Dataset entries
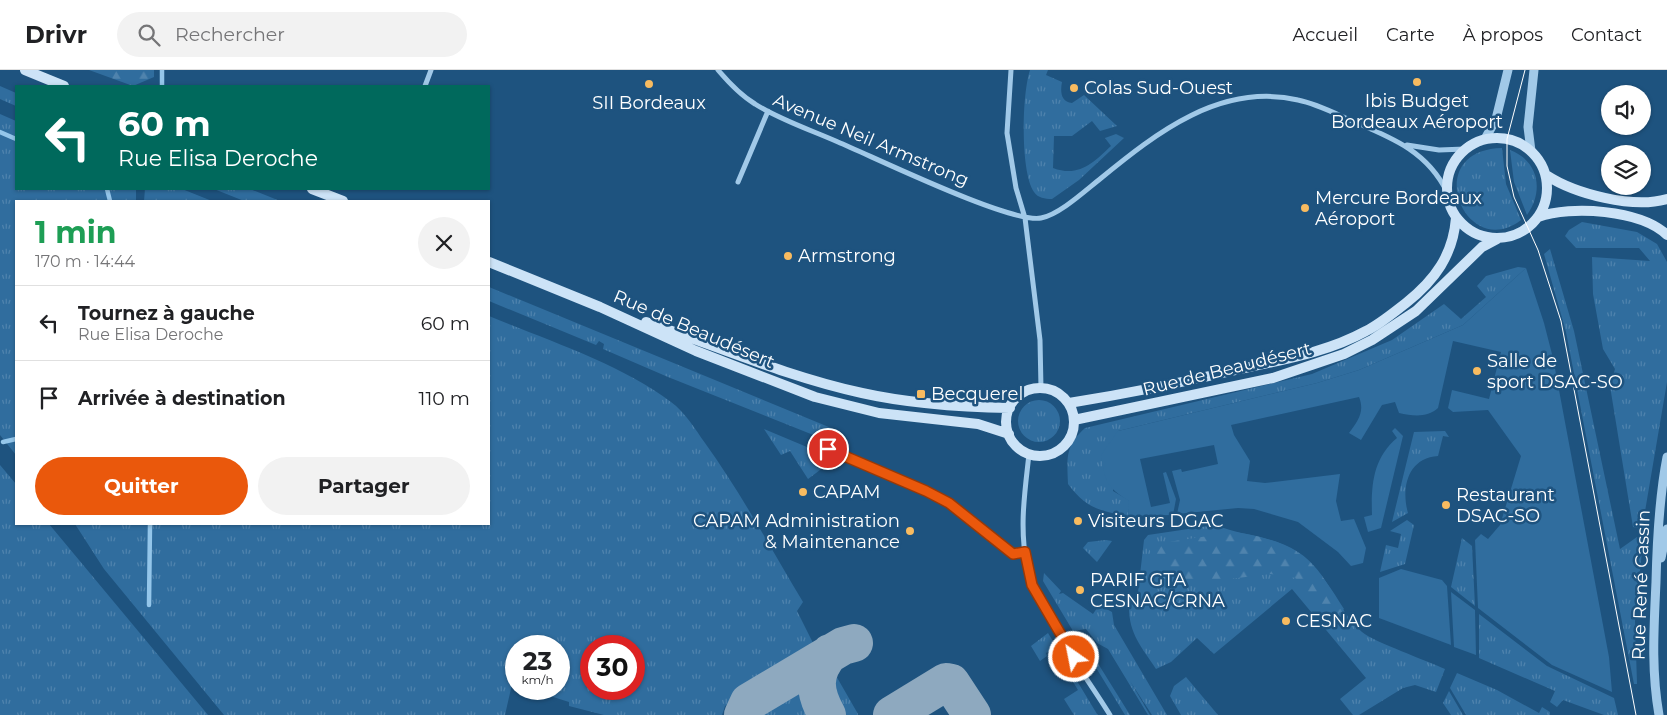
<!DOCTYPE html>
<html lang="fr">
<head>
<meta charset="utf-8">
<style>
  :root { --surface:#fff; --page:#f2f2f2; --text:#202124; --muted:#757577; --line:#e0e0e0; --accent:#ea580c }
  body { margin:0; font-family:Montserrat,sans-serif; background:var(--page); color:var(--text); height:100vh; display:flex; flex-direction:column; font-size:19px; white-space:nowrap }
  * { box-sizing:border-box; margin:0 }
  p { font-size:16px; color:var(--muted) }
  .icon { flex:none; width:28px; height:28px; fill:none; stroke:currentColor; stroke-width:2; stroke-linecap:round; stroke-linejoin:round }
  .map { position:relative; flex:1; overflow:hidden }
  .sheet { position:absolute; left:15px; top:130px; width:475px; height:325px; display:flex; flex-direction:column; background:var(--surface); border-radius:0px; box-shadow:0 1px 4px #0004 }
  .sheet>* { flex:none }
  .top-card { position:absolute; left:15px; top:15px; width:475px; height:105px; border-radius:0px; box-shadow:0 1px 4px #0004; background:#00695c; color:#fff; overflow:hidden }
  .controls { position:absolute; left:1601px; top:15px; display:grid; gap:10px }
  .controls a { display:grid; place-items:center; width:50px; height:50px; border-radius:50%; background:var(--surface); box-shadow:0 1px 4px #0004; font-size:25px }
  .speed { position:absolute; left:505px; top:565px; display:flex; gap:10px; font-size:25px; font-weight:700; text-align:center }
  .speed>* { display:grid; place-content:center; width:65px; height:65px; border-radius:50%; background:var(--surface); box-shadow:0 1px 4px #0004; line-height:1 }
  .speed small { font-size:12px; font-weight:400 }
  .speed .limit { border:8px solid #d22; background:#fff; color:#111 }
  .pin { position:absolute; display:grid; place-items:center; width:42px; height:42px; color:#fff; margin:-21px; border:2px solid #fff; border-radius:50%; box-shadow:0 1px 5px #0007 }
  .me { position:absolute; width:55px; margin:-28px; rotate:327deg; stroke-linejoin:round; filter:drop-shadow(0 0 4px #0008) }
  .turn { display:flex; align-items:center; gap:18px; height:105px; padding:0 20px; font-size:22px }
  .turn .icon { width:65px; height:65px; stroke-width:2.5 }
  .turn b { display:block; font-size:35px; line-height:42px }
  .round { display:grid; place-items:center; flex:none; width:52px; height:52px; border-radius:26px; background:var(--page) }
  .summary { display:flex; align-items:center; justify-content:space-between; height:85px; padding:0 20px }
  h1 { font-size:30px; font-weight:700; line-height:38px; color:#1e9e55 }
  .button { display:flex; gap:10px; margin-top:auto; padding:10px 20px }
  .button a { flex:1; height:58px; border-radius:30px; background:var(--accent); color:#fff; font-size:20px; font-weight:700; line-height:58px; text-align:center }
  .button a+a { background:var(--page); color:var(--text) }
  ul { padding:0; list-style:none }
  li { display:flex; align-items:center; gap:15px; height:75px; padding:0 20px; border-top:1px solid var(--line) }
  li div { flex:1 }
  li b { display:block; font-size:19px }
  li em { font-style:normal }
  header { display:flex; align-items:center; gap:30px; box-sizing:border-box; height:70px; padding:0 25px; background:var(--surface); border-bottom:1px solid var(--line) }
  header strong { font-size:24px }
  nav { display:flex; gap:28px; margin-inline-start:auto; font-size:18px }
  .search { width:350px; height:45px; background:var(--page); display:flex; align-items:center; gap:12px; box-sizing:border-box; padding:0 18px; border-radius:28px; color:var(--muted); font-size:19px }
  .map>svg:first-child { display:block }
</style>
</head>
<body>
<header>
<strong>Drivr</strong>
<div class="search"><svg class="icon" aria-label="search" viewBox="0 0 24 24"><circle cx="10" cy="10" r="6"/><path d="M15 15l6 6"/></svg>Rechercher</div>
<nav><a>Accueil</a><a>Carte</a><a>À propos</a><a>Contact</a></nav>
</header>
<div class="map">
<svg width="1667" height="645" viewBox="0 0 1667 645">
  <defs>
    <pattern id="grass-tufts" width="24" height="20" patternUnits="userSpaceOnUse" patternTransform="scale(1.25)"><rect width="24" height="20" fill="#306d9e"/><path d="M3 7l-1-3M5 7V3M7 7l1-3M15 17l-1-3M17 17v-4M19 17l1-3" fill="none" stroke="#4f83ad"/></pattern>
    <pattern id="forest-firs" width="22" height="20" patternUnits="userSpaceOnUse" patternTransform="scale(1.25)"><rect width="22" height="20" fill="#306d9e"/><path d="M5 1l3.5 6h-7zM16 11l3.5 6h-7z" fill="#4f83ad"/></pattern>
  </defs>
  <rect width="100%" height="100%" fill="#1e537f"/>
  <!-- grass -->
  <path fill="url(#grass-tufts)" fill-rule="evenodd" d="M1030 0H1048L1046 5 1062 12C1060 22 1061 32 1072 33L1084 25 1117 56 1100 61 1092 51 1072 66H1054L1053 98C1079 108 1094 92 1111 76L1105 68 1116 64 1124 68 1079 110 1052 129C1045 129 1038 128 1034 122 1020 102 1022 24 1030 0Z
    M0 16 16 23V36L0 29Z
    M0 44 16 51V119H136V131H16V385L0 365Z
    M1502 78 1506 114 1521 150C1465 193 1419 80 1502 78Z
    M1510 80C1539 91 1544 121 1527 145L1514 112Z
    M145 119H182L212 131H144Z
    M214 119H250L280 131H244Z
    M1582 152 1637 162 1657 174 1667 192V312L1642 459 1633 457 1610 316 1615 299 1603 279 1593 224 1592 187 1650 191 1639 178H1576L1565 166 1569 160Z
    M1550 179 1574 261 1620 479 1637 467 1643 471 1635 551 1637 614H1634L1566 262 1544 184Z
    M1518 197 1526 198 1463 255 1359 300 1317 313 1118 361 1113 421 1130 431 1128 446C1099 441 1086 438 1068 414 1067 388 1065 376 1085 358L1312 304 1392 270 1444 234 1461 249 1486 227 1477 216 1486 206Z
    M489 217 836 360 831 372 668 307 603 279 604 274 599 271 596 275 489 231Z
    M489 246C547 270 621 294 671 332 685 342 695 359 705 373 741 423 771 479 803 532L797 541 815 577 809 584 738 627 725 636 722 645H604L569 636V632L528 619H559V576H516V615L512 614 505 645H224L104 499 75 454H489ZM591 576H634V619H591Z
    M1018 351a21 21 0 1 1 42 0a21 21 0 1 1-42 0Z
    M764 359 826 385 820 400 808 409 790 381 781 385Z
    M1445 361 1449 367 1443 366 1438 386C1407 388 1401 419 1408 443L1392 452 1414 362Z
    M0 395 16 414V454H49L208 645H0Z
    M1407 450 1414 455 1405 494 1380 502 1386 475 1398 478 1401 464 1390 461Z
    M1215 455C1243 466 1273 466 1298 482 1328 501 1336 539 1362 562 1374 572 1428 591 1445 599L1436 622 1415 615 1403 618 1359 645H1353L1340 629 1366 608 1292 519 1214 584 1197 568 1171 592 1156 599C1141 576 1128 563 1129 534L1137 531 1144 470 1148 465Z
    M1462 468 1472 476 1475 536 1451 517Z
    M1106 470 1112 471 1097 492 1083 478 1088 472Z
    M1044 503 1061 521 1059 524 1063 523 1093 544 1099 535 1112 542 1114 555 1167 645H1152L1130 611 1150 645H1148L1108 579 1097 573 1086 559 1073 561 1043 511Z
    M1479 544 1547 596 1614 628 1618 645H1604L1563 630 1557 637 1550 632 1555 621 1479 588Z
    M1048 563 1097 644 1098 645H1074L1064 629 1078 620 1053 579 1046 583 1047 586 1040 591 1031 576Z
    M1079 570 1084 571 1130 645H1125Z
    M831 597 858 644V645H840C831 630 822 615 831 597Z
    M1457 603 1497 620 1539 643 1542 637 1550 642V645H1466L1450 618Z
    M1186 607 1218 645H1181L1170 626 1174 616Z
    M791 617 802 622 815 645H752L757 636Z
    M1449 621 1463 645H1451L1443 633Z"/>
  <!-- forest -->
  <path fill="url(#forest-firs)" d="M89 0H154V7L133 16Z
    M1235 462C1297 472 1312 487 1344 539L1331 549 1296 508 1271 504 1162 517 1148 475Z"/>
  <!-- park -->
  <path fill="#306d9e" d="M1526 198 1544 253 1553 288 1609 587 1612 622 1552 595 1478 538 1475 470 1481 464 1488 469 1500 455 1521 386 1488 340 1453 342 1448 338 1452 320 1489 329 1501 282 1453 271 1438 338C1427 348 1413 346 1399 343L1395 332 1382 335 1361 370 1349 363C1358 351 1365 342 1359 327L1231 355 1234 365 1250 391 1247 411 1265 413 1340 404 1336 431 1341 451 1354 449 1366 478 1363 493 1351 496 1338 482 1298 452 1254 439 1238 438 1177 444 1180 430 1172 401 1181 399 1182 402 1218 394 1214 375 1140 389 1151 437 1170 433 1163 403 1166 402 1176 429 1173 445 1128 446 1129 431C1106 417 1105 411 1101 385L1118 361 1317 313 1359 300 1463 255Z
    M1395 358 1403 366 1381 458 1368 462 1364 447 1372 445C1371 415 1373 388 1397 368L1392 361Z
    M1401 499 1442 510 1447 516 1451 575 1379 548V508Z
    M1451 522 1475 540 1476 585 1454 577Z"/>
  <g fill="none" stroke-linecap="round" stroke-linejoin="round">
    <!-- stream -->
    <path stroke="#94c6ea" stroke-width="4.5" d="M162 16V0
      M0 62 16 69
      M107 119 110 131
      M3 372 16 369
      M149 535 150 454"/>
    <!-- taxiway -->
    <path stroke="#8ea9bf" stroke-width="38" d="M743 645 749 632 843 576 854 573
      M827 645C814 622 812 604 830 583
      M892 645 946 612 951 613 972 645"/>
    <!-- minor -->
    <path stroke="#a1c9e8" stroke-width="5" d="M718 0C729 13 740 25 755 34 780 50 811 60 838 72 874 87 1011 154 1041 148 1059 145 1086 120 1100 109 1156 63 1221 12 1298 30 1318 34 1338 45 1357 53 1395 69 1428 83 1447 122
      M1011 0 1007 63 1016 118 1025 148 1040 270 1041 318
      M425 16 431 0
      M1407 75 1439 80 1465 79
      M738 112 768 41
      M829 379 926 421 949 433 1013 484 1025 482
      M1029 384C1025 421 1019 458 1027 495 1036 541 1085 604 1110 645"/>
    <!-- tertiary -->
    <path stroke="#a1c9e8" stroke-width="9" d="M1485 69 1496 49 1508 0
      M1531 81 1528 57 1534 0
      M1661 488 1667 459
      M1659 645C1651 600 1654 557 1656 512 1657 470 1659 428 1667 387"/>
    <!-- secondary -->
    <path stroke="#cce3f7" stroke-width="10" d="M25 0 64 16
      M1447 118a50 50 0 1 1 100 0a50 50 0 1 1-100 0Z
      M1546 105C1575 124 1633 139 1667 129
      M312 119 343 131
      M1538 147C1571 135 1641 140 1667 165
      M489 192 600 237 696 281 815 327 879 343 978 354 1009 364
      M646 252C717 276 788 307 862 323 911 334 960 337 1010 338
      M1006 352a34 34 0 1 1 68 0a34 34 0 1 1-68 0Z
      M1069 333C1125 324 1180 313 1236 300 1280 290 1326 283 1366 261 1380 254 1393 243 1406 233 1435 210 1453 185 1456 148
      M1074 350 1273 308 1344 284 1372 270 1416 241 1482 177 1497 169"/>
    <!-- tram -->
    <path stroke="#fff" stroke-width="1" d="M1525 0 1507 69V96L1514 127 1538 180 1561 251 1636 645"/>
  </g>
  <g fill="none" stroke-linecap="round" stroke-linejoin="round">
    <!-- route casing -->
    <g stroke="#983908" stroke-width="12">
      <path id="route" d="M828 379 926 421 949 433 1013 484 1025 482 1032 515 1074 587"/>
    </g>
    <!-- route -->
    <use href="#route" stroke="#ea580c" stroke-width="9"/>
  </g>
  <!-- markers -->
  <g fill="#f8bb60" stroke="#1e537f" stroke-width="2">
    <circle cx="1417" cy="12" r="5"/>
    <circle cx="649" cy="14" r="5"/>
    <circle cx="1074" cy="18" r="5"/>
    <circle cx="1305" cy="138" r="5"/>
    <circle cx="788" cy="186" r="5"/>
    <circle cx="1477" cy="301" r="5"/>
    <rect x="916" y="319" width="10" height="10" rx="2.5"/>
    <circle cx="803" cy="422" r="5"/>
    <circle cx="1446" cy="435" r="5"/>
    <circle cx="1078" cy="451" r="5"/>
    <circle cx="910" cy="461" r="5"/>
    <circle cx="1080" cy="520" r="5"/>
    <circle cx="1286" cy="551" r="5"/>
  </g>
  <g text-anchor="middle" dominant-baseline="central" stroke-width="5" stroke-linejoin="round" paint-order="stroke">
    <!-- poi labels -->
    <g font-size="18" fill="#fff" stroke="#1e537f" text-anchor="start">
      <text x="1084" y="18">Colas Sud-Ouest</text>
      <text x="1417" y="31" text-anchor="middle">Ibis Budget<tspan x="1417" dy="21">Bordeaux Aéroport</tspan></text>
      <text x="649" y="33" text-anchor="middle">SII Bordeaux</text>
      <text x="1315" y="128">Mercure Bordeaux<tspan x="1315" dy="21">Aéroport</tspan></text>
      <text x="798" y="186">Armstrong</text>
      <text x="1487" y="291">Salle de<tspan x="1487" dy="21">sport DSAC-SO</tspan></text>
      <text x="931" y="324">Becquerel</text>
      <text x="813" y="422">CAPAM</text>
      <text x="1456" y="425">Restaurant<tspan x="1456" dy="21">DSAC-SO</tspan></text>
      <text x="900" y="451" text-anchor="end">CAPAM Administration<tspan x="900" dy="21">&amp; Maintenance</tspan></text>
      <text x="1088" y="451">Visiteurs DGAC</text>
      <text x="1090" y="510">PARIF GTA<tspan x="1090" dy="21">CESNAC/CRNA</tspan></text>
      <text x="1296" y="551">CESNAC</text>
    </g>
    <!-- street labels -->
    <g font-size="18" fill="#fff" stroke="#1e537f">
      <text transform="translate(871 70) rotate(23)">Avenue Neil Armstrong</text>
      <text transform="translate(694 259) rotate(23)">Rue de Beaudésert</text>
      <text transform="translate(1227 299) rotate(-14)">Rue de Beaudésert</text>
      <text transform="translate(1641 515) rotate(-88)">Rue René Cassin</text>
    </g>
  </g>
</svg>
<div class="controls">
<a><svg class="icon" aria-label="sound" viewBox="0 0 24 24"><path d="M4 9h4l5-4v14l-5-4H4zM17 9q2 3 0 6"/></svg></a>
<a><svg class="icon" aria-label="layers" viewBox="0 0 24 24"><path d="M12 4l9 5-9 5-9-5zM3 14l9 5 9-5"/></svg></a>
</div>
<div class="speed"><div>23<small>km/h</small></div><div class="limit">30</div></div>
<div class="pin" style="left:828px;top:379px;background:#d93025"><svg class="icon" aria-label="arrive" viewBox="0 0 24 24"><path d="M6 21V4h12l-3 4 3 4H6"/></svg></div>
<svg class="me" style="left:1074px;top:587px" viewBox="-20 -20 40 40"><circle r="17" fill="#ea580c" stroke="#fff" stroke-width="3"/><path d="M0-11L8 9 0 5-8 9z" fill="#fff"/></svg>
<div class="top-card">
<div class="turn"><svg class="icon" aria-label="left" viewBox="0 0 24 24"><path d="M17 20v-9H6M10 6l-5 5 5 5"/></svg><div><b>60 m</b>Rue Elisa Deroche</div></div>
</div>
<section class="sheet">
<div class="summary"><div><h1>1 min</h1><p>170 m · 14:44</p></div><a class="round"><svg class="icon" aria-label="close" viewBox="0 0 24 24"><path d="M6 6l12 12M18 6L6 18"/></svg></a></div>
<ul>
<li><svg class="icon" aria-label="left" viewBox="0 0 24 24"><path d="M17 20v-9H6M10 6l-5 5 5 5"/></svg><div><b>Tournez à gauche</b><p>Rue Elisa Deroche</p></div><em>60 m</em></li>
<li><svg class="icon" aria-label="arrive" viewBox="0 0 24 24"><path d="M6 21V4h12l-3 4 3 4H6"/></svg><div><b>Arrivée à destination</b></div><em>110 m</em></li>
</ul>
<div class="button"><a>Quitter</a><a>Partager</a></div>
</section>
</div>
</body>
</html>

• **Exercise**
Please give back exactly the lines from the first line of the records above through the line containing "position:absolute; width:55px; margin:-28px;", only those and both included, with the pictures removed.

• **Answer area**
<!DOCTYPE html>
<html lang="fr">
<head>
<meta charset="utf-8">
<style>
  :root { --surface:#fff; --page:#f2f2f2; --text:#202124; --muted:#757577; --line:#e0e0e0; --accent:#ea580c }
  body { margin:0; font-family:Montserrat,sans-serif; background:var(--page); color:var(--text); height:100vh; display:flex; flex-direction:column; font-size:19px; white-space:nowrap }
  * { box-sizing:border-box; margin:0 }
  p { font-size:16px; color:var(--muted) }
  .icon { flex:none; width:28px; height:28px; fill:none; stroke:currentColor; stroke-width:2; stroke-linecap:round; stroke-linejoin:round }
  .map { position:relative; flex:1; overflow:hidden }
  .sheet { position:absolute; left:15px; top:130px; width:475px; height:325px; display:flex; flex-direction:column; background:var(--surface); border-radius:0px; box-shadow:0 1px 4px #0004 }
  .sheet>* { flex:none }
  .top-card { position:absolute; left:15px; top:15px; width:475px; height:105px; border-radius:0px; box-shadow:0 1px 4px #0004; background:#00695c; color:#fff; overflow:hidden }
  .controls { position:absolute; left:1601px; top:15px; display:grid; gap:10px }
  .controls a { display:grid; place-items:center; width:50px; height:50px; border-radius:50%; background:var(--surface); box-shadow:0 1px 4px #0004; font-size:25px }
  .speed { position:absolute; left:505px; top:565px; display:flex; gap:10px; font-size:25px; font-weight:700; text-align:center }
  .speed>* { display:grid; place-content:center; width:65px; height:65px; border-radius:50%; background:var(--surface); box-shadow:0 1px 4px #0004; line-height:1 }
  .speed small { font-size:12px; font-weight:400 }
  .speed .limit { border:8px solid #d22; background:#fff; color:#111 }
  .pin { position:absolute; display:grid; place-items:center; width:42px; height:42px; color:#fff; margin:-21px; border:2px solid #fff; border-radius:50%; box-shadow:0 1px 5px #0007 }
  .me { position:absolute; width:55px; margin:-28px; rotate:327deg; stroke-linejoin:round; filter:drop-shadow(0 0 4px #0008) }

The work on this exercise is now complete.